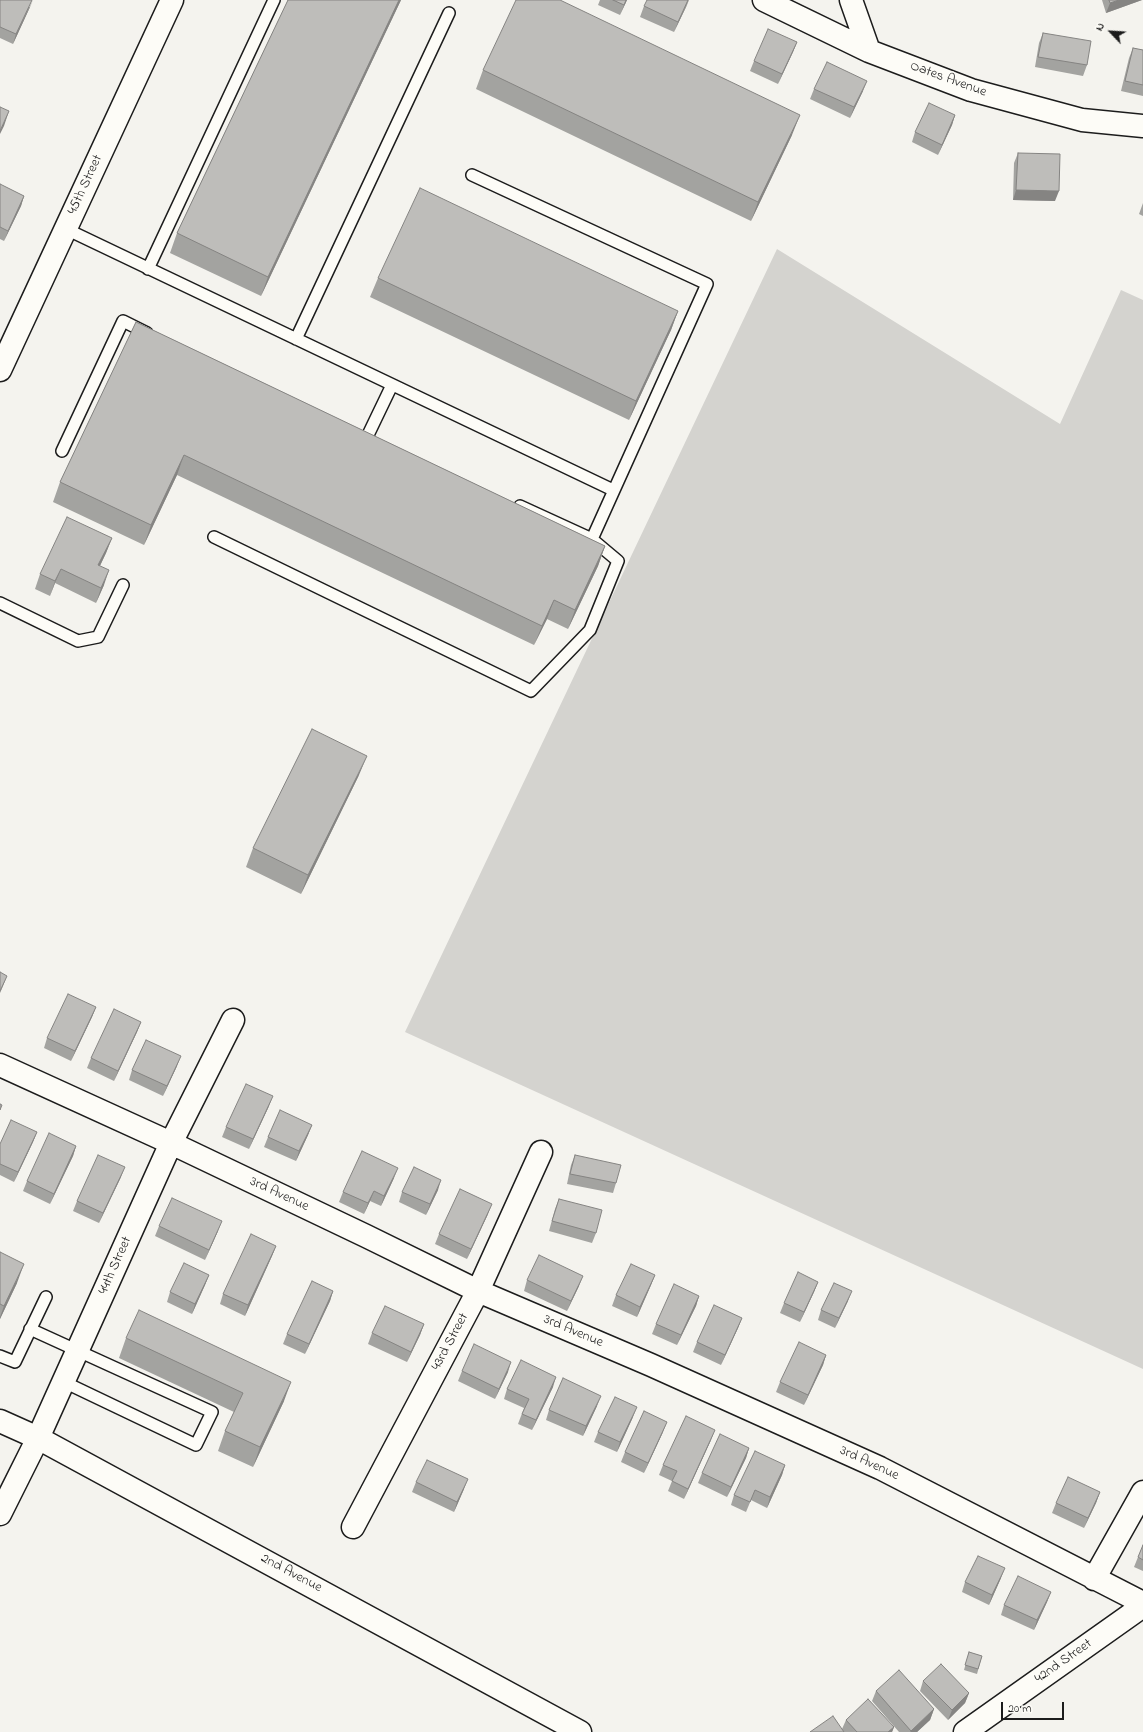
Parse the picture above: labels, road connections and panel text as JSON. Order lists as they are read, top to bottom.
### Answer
{
  "streets": {
    "street": [
      "Oates Avenue",
      "45th Street",
      "3rd Avenue",
      "44th Street",
      "43rd Street",
      "2nd Avenue",
      "42nd Street"
    ]
  },
  "crossings": [
    ["3rd Avenue", "44th Street"],
    ["3rd Avenue", "43rd Street"],
    ["44th Street", "2nd Avenue"]
  ],
  "scale_bar": "20 m",
  "north": "top left"
}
● ● ● ● ● ● ●
Exercise: Every record above must be given again exactly; drop the pictures.

Solution below:
Parse the picture above: labels, road connections and panel text as JSON. Order lists as they are read, top to bottom.
### Answer
{
  "streets": {
    "street": [
      "Oates Avenue",
      "45th Street",
      "3rd Avenue",
      "44th Street",
      "43rd Street",
      "2nd Avenue",
      "42nd Street"
    ]
  },
  "crossings": [
    ["3rd Avenue", "44th Street"],
    ["3rd Avenue", "43rd Street"],
    ["44th Street", "2nd Avenue"]
  ],
  "scale_bar": "20 m",
  "north": "top left"
}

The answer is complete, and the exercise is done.